Macrobid (Nitrofurantoin) for Group B Streptococcus in Pregnancy
Macrobid (nitrofurantoin) is NOT recommended for Group B Streptococcus treatment or prophylaxis in pregnant women. The CDC explicitly states that intravenous penicillin G or ampicillin are the only proven effective agents for preventing early-onset neonatal GBS disease, and oral antibiotics including nitrofurantoin have been shown ineffective at eliminating GBS colonization or preventing neonatal disease 1.
Why Nitrofurantoin Fails for GBS
The fundamental problem is that oral antibiotics cannot eradicate GBS colonization during pregnancy. The CDC guidelines explicitly state that "oral antimicrobial agents should not be used to treat women who are found to be colonized with GBS during prenatal screening. Such treatment is not effective in eliminating carriage or preventing neonatal disease" 1. This applies to all oral antibiotics, including nitrofurantoin 2.
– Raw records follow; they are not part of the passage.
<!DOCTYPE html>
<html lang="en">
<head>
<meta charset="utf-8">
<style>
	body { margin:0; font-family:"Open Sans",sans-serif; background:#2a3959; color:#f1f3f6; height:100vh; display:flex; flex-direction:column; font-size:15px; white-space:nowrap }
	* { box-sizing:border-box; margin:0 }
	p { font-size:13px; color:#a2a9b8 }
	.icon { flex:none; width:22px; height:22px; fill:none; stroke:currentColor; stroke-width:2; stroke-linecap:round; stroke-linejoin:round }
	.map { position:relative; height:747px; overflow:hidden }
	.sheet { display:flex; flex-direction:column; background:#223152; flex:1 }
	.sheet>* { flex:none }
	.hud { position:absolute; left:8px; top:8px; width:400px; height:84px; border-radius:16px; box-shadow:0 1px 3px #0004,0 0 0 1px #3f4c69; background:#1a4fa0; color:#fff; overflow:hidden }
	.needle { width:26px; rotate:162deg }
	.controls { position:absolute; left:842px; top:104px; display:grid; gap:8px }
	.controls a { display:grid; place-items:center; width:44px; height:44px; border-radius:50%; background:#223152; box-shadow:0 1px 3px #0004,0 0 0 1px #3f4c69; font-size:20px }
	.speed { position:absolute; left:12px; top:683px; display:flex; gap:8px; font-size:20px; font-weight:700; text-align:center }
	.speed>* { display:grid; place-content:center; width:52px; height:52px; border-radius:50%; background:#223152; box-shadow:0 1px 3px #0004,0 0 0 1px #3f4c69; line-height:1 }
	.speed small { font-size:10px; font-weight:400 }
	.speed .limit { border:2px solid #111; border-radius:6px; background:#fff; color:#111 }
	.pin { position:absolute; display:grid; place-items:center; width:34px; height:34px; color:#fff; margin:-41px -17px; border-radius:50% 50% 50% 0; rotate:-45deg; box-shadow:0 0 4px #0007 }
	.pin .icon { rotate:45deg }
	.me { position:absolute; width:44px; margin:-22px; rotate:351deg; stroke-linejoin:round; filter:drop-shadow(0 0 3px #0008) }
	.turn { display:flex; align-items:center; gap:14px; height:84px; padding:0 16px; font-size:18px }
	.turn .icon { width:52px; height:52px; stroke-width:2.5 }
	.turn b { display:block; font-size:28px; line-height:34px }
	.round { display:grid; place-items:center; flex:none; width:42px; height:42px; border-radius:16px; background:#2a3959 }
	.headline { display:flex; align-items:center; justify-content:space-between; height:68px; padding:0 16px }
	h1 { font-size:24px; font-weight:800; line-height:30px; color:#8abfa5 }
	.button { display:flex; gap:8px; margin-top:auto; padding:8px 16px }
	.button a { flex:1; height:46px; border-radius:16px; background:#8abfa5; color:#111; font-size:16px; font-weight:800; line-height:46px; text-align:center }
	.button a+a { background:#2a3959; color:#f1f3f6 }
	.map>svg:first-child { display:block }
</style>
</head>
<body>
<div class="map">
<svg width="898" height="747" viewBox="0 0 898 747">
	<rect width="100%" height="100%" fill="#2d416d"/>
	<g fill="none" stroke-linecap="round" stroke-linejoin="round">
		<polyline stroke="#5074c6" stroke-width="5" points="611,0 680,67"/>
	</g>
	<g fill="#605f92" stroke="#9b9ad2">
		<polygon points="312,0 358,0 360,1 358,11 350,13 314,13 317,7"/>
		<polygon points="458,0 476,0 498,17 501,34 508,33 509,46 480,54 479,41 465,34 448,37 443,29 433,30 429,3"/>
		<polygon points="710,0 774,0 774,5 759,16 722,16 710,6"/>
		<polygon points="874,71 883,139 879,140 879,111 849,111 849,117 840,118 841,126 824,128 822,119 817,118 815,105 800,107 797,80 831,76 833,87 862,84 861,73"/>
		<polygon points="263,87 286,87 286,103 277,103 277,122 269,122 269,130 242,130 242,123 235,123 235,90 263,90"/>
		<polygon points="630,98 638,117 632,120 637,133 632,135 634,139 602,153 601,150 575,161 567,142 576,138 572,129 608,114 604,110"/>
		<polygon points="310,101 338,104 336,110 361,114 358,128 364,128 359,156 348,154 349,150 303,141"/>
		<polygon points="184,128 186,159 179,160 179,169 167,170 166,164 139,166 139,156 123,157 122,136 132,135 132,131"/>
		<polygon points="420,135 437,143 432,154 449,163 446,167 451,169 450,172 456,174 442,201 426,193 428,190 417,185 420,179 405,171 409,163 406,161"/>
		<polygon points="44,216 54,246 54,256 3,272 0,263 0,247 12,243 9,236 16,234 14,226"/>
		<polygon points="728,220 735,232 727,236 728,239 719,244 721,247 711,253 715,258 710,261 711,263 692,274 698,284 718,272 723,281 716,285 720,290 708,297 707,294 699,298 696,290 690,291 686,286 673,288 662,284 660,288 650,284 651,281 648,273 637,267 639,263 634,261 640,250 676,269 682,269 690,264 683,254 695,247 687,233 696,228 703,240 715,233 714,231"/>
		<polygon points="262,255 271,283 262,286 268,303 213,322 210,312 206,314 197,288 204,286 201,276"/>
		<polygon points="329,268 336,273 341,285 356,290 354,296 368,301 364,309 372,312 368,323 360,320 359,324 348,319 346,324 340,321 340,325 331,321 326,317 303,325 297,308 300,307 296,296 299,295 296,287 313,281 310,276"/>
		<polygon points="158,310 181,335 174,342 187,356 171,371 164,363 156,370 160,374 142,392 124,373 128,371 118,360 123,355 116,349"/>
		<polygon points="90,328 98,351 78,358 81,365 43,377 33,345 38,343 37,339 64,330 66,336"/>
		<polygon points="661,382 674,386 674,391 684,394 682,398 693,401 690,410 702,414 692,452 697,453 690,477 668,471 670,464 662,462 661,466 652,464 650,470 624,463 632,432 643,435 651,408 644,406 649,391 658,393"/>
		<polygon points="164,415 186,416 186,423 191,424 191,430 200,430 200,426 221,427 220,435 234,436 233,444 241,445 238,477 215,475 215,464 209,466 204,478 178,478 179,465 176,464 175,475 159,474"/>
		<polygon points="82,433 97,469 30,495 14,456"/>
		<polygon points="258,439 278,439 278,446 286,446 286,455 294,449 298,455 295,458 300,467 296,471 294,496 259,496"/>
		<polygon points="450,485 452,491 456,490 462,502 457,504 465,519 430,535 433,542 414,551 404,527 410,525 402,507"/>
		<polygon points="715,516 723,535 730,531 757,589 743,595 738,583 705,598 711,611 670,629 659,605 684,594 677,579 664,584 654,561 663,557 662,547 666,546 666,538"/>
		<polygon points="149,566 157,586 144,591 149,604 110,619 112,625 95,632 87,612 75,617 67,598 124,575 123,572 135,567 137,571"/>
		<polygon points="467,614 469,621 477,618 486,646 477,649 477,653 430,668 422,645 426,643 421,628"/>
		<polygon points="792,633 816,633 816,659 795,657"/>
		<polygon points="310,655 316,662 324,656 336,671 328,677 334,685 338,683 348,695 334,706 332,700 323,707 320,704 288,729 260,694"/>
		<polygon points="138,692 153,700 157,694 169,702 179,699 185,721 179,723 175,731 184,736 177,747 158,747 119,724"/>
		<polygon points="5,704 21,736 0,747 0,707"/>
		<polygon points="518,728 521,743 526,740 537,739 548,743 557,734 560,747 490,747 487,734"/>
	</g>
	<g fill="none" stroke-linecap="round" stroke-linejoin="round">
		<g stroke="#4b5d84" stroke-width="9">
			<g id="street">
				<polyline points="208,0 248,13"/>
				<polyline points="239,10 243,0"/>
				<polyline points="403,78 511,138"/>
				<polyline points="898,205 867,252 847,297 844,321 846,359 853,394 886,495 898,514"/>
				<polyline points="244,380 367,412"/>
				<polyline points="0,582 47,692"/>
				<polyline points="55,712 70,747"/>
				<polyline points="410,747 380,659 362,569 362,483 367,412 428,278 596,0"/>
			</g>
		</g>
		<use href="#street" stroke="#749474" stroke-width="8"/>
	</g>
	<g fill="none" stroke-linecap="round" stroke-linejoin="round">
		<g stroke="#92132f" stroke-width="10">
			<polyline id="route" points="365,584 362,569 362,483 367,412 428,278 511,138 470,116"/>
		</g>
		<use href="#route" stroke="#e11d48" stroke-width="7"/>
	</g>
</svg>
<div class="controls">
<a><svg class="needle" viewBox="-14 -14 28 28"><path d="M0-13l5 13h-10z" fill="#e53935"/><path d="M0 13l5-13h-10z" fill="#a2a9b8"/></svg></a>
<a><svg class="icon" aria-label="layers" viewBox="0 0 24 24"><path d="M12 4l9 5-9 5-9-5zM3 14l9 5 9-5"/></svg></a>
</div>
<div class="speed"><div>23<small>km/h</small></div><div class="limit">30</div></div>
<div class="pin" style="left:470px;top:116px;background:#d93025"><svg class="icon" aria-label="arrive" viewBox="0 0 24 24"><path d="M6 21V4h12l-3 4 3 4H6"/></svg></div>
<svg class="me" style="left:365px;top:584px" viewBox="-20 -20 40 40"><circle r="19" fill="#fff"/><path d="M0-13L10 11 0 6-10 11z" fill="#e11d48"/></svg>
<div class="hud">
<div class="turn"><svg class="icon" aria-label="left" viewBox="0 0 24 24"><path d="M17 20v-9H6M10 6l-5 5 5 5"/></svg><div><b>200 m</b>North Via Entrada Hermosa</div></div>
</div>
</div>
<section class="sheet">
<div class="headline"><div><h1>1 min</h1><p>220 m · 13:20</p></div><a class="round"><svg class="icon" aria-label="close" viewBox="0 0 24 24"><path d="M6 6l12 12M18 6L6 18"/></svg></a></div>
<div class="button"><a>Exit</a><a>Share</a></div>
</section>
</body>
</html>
- Even if GBS is treated with oral antibiotics earlier in pregnancy, recolonization occurs rapidly, making prenatal treatment futile 1
- The only effective prevention strategy is intravenous antibiotics given during active labor (intrapartum prophylaxis), which achieves adequate levels in fetal circulation and amniotic fluid 1
The Exception: GBS Urinary Tract Infection
If a pregnant woman has GBS bacteriuria (GBS in urine), this represents an actual urinary tract infection that requires treatment according to standard UTI protocols 1, 2. However, even in this scenario:
- The UTI should be treated with appropriate antibiotics per standard UTI guidelines (which may include nitrofurantoin if appropriate for the specific clinical situation) 2
- Critically, treating the GBS UTI does NOT eliminate the need for intrapartum prophylaxis during labor 2, 3
- Women with GBS bacteriuria at any concentration during pregnancy must still receive IV penicillin or ampicillin during labor regardless of prior treatment 2, 4
Correct Management of GBS in Pregnancy
For GBS Colonization (Positive Vaginal-Rectal Culture)
Do NOT treat with any antibiotics before labor begins 1, 2. Instead:
- Screen all pregnant women at 35-37 weeks gestation with vaginal-rectal culture 1, 4
- If positive, administer intravenous penicillin G (5 million units initially, then 2.5 million units every 4 hours) during active labor until delivery 1, 2
- Alternative: IV ampicillin (2 g initially, then 1 g every 4 hours) 1, 2
- Treatment must be given for at least 4 hours before delivery for maximum effectiveness (86-89% reduction in early-onset disease) 1, 5
For Penicillin-Allergic Patients
Risk stratification is essential 2:
- Low-risk allergy (no anaphylaxis history): Use cefazolin 2 g IV initially, then 1 g IV every 8 hours 2
- High-risk allergy (history of anaphylaxis, angioedema, urticaria, or asthma): Use clindamycin 900 mg IV every 8 hours IF susceptibility testing confirms sensitivity, otherwise vancomycin 1 g IV every 12 hours 2
Critical Pitfalls to Avoid
- Never prescribe oral antibiotics (including Macrobid) to "treat" GBS colonization found on prenatal screening - this is ineffective and may cause unnecessary antibiotic resistance and adverse effects 1, 2
- Do not assume that treating GBS bacteriuria eliminates the need for intrapartum prophylaxis - both are required 2, 3
- Ensure IV antibiotics are started early enough in labor - ideally at least 4 hours before delivery for optimal protection 1, 5
- Remember that approximately 10% of penicillin-allergic patients also react to cephalosporins - careful allergy history is essential 1, 2
The Evidence Base
The recommendation against oral antibiotics is based on strong evidence showing that intravenous intrapartum prophylaxis reduces early-onset GBS disease by 80-95%, while oral antenatal antibiotics have no proven efficacy 1, 6, 5. Clinical trials in the 1980s demonstrated 100% efficacy for IV penicillin or ampicillin given during labor, whereas other strategies including oral antibiotics failed to prevent neonatal disease 1.